Logging is a major pillar for well-designed applications. It is not only a large help during development but also critical for failure analysis and debugging.
The most effective debugging tool is still careful thought, coupled with judiciously placed print statements. - Brian W. Kernighan
Further logging is essential for observability in production. Nonetheless, I often encounter codebases with lousy logging practices. This manifests itself in useless logging missing context or in over-logging thereby bringing down the whole system. People often forget that logging is expensive. In the following I want to list the most important logging traits for modern cloud native applications.
Good
logs are a stream of text formatted events, typically streamed to STDOUT
one log event corresponds to one line
use structured logging with a machine-parsable format like JSON with predefined properties like timestamp, environment, node, cluster, log level, app name, message, request-id
prefer silent logs like described in the unix philosophy
Rule of Silence: When a program has nothing surprising to say, it should say nothing.

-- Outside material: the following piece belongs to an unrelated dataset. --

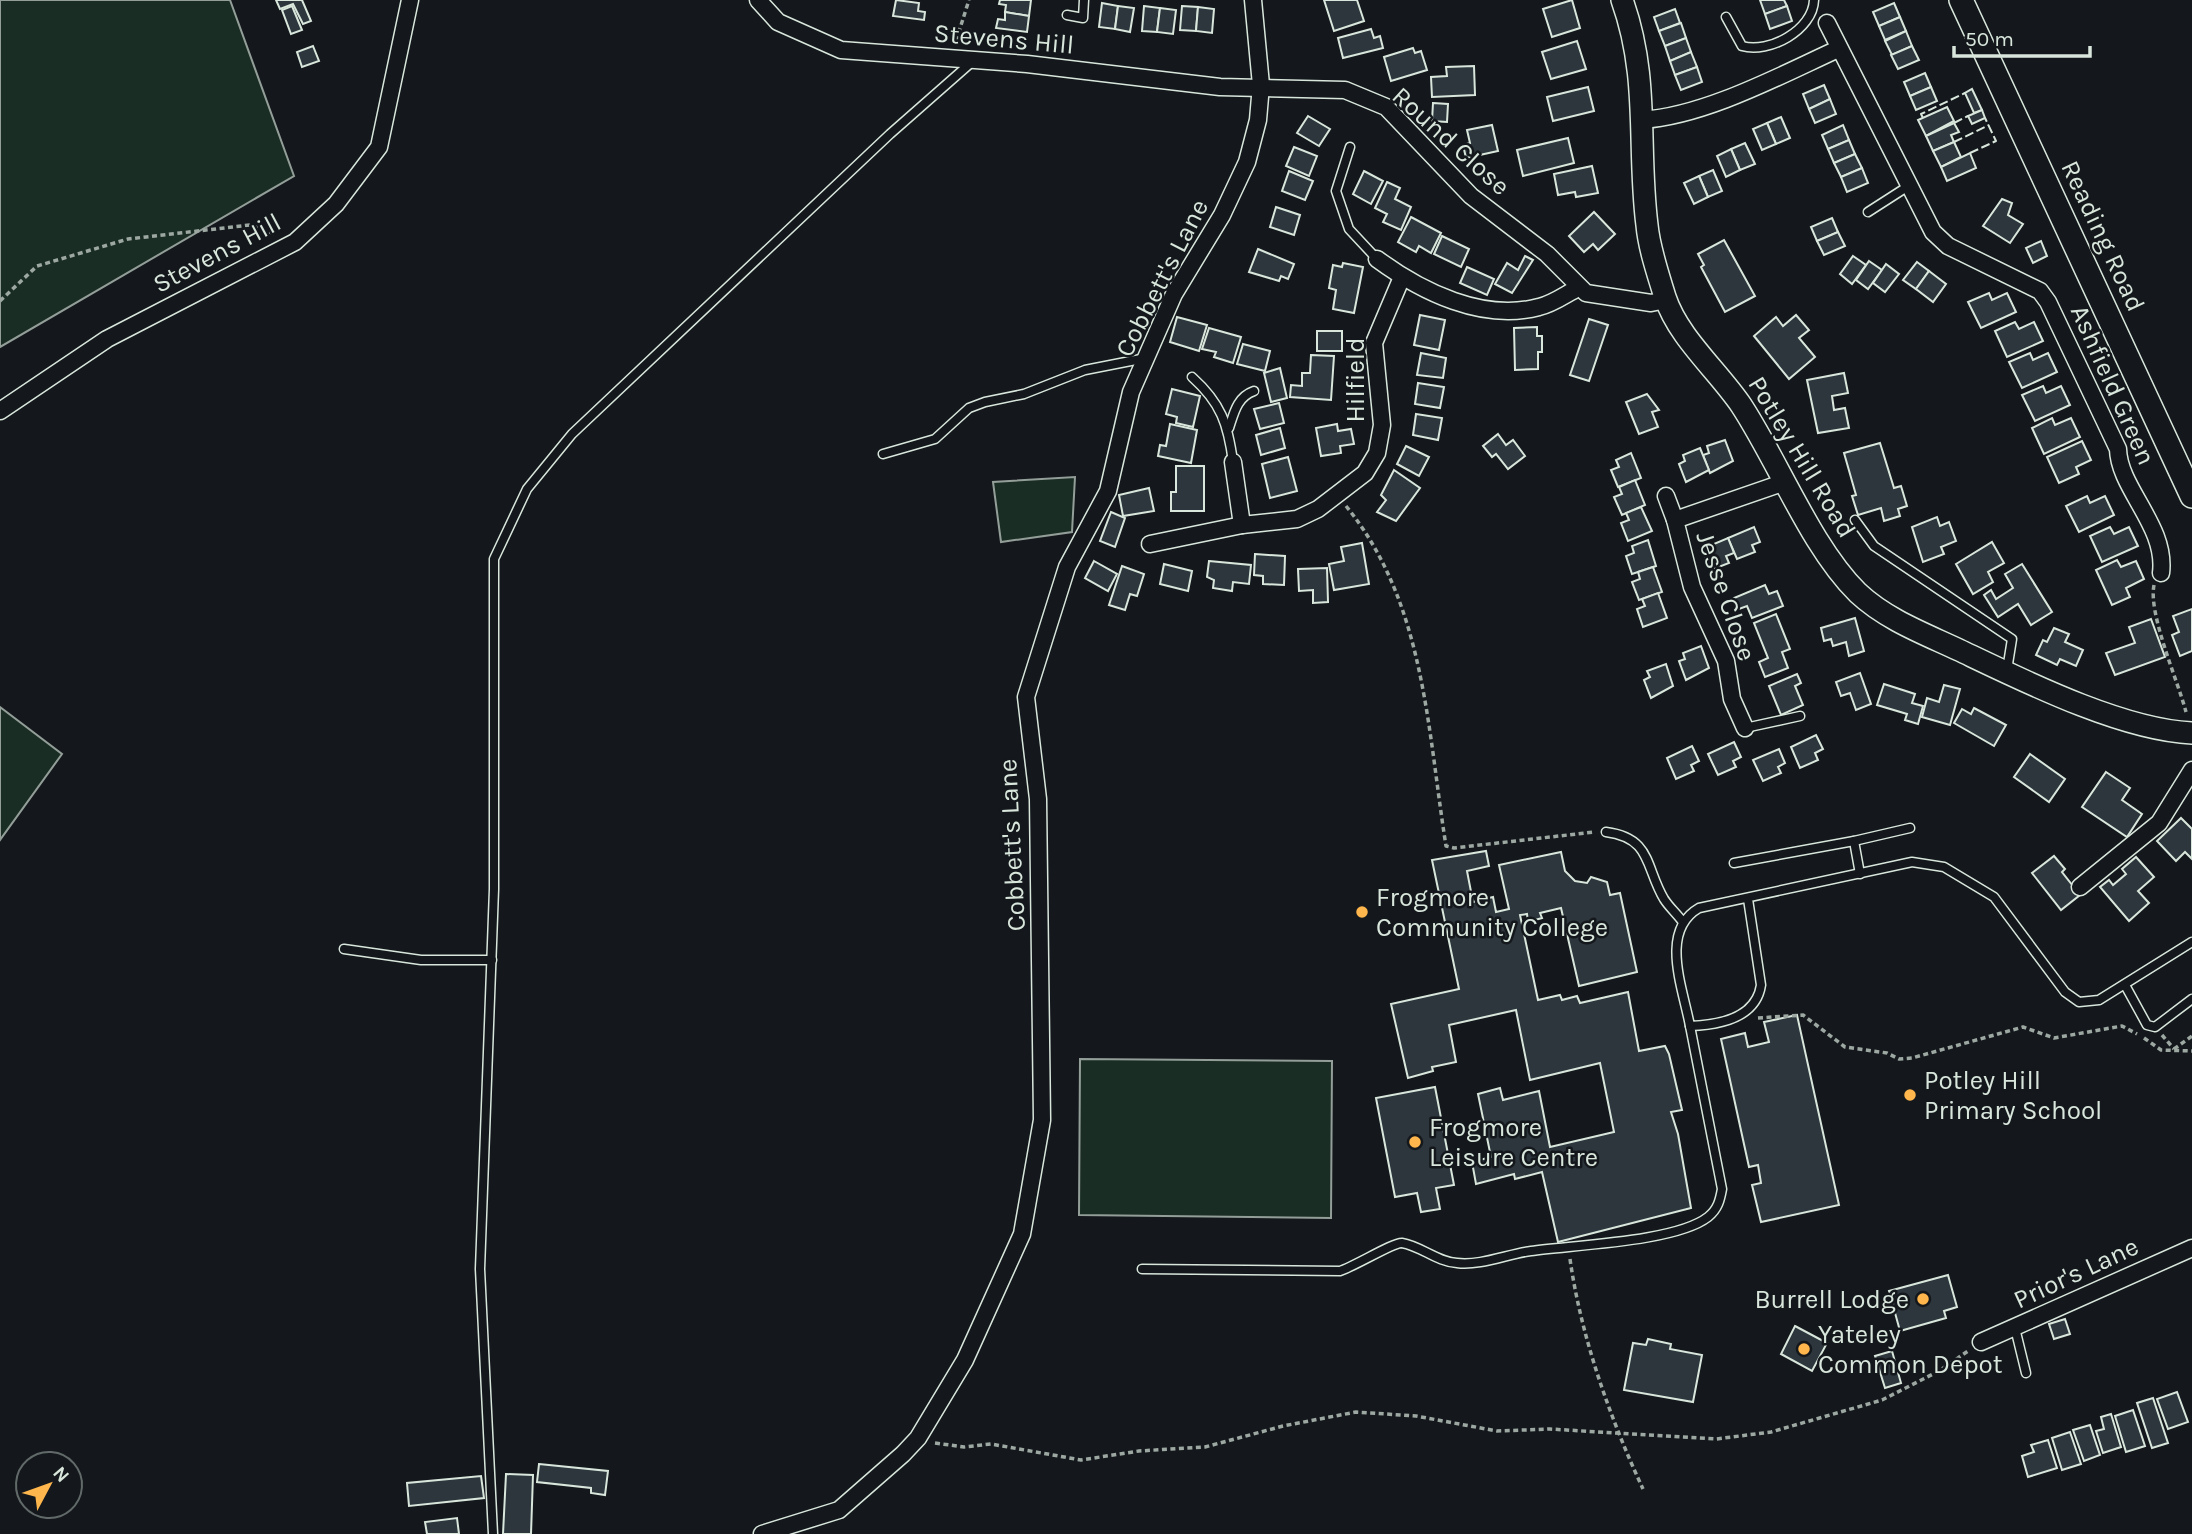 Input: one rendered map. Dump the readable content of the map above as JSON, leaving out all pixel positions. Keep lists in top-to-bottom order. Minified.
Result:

log only actionable events, see silent logging
use log-levels appropriately
log errors with stracktrace and other context information like user-id, transaction-id, request-id. The provided context allows you to correlate logs across different systems and pinpoint issues quickly.
aggregate your logs in a central system like ElasticSearch or Datadog to enable powerful search, analysis, and anomaly detection.
Bad
- don’t log into files
- don’t log multiple lines for one log event
- don’t log DEBUG information in production. The sheer volume can overwhelm the system and even cripple the log indexing infrastructure.
- don’t log sensitive data, user-related data and secrets like passwords must not be logged regardless of the log-level.
- don’t use logs as persistent data storage, treat them as a transient stream of events with a defined retention period.